If the Israeli military campaign was in response to events
on the ground, events initiated by Hamas, it was not conditioned by forthcoming
elections. But if elections are given as the cause, it can be claimed that
Israel had no reasonable motive and no need to go to war.
In the current situation, as in late 2008 when the last war
erupted, a simple statistical study shows two conditions existed. One was a
steep increase in the different categories of attacks; the other was Hamas’s
open participation in the operations. A turning point that brought about this
war was the firing of far more rockets than “normal” and a series of
cross-border attacks.

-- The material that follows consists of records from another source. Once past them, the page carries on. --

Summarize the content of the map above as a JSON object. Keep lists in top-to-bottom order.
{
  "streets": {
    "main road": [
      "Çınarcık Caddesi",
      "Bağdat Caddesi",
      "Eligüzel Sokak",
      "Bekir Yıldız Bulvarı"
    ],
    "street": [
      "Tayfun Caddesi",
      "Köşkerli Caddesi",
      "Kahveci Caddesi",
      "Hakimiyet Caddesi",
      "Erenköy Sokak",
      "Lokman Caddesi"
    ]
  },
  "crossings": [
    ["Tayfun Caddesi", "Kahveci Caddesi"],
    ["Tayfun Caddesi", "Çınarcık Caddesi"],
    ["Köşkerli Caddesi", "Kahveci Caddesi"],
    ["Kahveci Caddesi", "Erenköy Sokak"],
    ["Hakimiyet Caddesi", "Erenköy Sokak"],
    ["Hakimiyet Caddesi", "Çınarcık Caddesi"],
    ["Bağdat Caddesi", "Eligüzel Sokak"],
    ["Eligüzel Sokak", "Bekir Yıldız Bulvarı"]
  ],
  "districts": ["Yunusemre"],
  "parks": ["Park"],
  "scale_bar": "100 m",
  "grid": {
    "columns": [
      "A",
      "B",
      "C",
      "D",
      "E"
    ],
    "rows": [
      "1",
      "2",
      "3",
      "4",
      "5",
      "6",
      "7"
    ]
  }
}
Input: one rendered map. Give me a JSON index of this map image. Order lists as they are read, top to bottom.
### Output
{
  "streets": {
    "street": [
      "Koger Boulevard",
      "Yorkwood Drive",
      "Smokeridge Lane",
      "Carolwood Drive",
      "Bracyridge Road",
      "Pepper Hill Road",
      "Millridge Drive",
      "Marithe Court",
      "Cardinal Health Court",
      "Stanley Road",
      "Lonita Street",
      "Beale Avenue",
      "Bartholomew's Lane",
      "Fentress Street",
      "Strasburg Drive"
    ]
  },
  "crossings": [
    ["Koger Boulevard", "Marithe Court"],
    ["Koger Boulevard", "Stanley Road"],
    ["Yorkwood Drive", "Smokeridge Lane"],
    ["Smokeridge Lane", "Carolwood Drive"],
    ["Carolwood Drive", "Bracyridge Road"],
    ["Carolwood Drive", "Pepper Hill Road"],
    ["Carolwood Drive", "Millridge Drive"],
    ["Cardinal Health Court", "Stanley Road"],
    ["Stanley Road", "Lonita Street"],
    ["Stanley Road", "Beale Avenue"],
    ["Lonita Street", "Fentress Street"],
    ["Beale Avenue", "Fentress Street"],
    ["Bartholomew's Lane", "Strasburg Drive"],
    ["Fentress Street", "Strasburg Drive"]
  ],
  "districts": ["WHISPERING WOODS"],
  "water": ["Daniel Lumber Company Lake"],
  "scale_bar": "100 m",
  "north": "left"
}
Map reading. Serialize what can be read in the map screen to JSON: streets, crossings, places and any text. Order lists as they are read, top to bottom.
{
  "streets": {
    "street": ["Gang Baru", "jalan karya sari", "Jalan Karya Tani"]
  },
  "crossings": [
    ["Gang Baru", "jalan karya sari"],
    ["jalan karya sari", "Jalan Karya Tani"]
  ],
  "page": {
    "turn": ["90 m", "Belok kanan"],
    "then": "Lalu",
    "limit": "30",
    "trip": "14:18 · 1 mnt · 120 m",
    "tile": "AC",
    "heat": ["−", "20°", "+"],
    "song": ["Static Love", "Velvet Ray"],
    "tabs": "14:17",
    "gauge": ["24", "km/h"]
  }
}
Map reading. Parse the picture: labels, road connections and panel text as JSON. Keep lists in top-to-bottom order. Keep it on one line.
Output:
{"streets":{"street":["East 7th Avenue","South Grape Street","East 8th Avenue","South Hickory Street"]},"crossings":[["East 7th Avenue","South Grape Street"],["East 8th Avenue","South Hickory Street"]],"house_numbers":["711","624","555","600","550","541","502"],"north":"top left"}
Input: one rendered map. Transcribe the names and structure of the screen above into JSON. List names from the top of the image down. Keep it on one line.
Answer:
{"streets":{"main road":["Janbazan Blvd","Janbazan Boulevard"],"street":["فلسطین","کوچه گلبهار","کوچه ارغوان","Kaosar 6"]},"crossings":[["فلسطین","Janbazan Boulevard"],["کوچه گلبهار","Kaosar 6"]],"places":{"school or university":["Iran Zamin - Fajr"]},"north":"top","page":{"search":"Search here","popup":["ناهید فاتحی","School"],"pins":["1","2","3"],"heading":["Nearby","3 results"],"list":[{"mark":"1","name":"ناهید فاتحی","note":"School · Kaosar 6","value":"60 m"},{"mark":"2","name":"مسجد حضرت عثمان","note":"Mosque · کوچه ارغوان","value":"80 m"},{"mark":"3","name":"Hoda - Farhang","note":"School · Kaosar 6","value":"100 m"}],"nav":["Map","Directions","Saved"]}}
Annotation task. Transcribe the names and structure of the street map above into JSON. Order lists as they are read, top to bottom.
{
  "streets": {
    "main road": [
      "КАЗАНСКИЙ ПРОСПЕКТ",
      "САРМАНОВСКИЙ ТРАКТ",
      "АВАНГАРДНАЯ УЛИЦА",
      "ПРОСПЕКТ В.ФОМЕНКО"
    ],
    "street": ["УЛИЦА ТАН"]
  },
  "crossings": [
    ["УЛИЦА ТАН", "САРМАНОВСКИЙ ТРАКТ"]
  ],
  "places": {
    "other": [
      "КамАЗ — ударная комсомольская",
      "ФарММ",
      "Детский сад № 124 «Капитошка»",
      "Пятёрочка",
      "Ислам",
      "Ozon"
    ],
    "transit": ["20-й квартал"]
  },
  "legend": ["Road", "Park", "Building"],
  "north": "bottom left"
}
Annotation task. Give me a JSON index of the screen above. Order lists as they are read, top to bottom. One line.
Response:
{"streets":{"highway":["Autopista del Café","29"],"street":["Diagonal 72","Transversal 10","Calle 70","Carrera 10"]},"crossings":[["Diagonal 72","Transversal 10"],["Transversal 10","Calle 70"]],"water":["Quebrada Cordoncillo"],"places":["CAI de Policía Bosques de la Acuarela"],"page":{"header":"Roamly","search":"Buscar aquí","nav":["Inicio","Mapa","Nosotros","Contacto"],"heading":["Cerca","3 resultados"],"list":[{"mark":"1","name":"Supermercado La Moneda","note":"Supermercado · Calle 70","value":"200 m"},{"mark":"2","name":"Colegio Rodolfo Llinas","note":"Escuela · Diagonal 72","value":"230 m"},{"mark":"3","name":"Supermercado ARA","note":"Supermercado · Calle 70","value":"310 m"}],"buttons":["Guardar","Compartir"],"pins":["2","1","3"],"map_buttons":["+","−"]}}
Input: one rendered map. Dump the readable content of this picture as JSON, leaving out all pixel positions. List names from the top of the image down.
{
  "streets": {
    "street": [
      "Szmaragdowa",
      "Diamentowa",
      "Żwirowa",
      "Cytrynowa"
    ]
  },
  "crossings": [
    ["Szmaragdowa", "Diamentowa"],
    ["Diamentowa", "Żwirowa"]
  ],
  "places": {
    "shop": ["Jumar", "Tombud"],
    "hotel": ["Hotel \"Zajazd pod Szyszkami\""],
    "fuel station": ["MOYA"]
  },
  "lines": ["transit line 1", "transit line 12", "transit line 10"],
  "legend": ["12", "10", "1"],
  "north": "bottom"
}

The last one, in which an anti-tank rocket destroyed an army
jeep and wounded the four soldiers on board, was the last straw for Israel.
Within Israel, it was widely noted in the media and
elsewhere that the high level of aggression from the Gaza Strip had crossed the
line. Even Prime Minister Benjamin Netanyahu’s many enemies in the media agreed
with this assessment rather than seeing the problem being a generally peaceful
situation being exploited for partisan reasons. Nor did the opposition parties
take such a stance, though it might have benefited them to have complained in
such a manner.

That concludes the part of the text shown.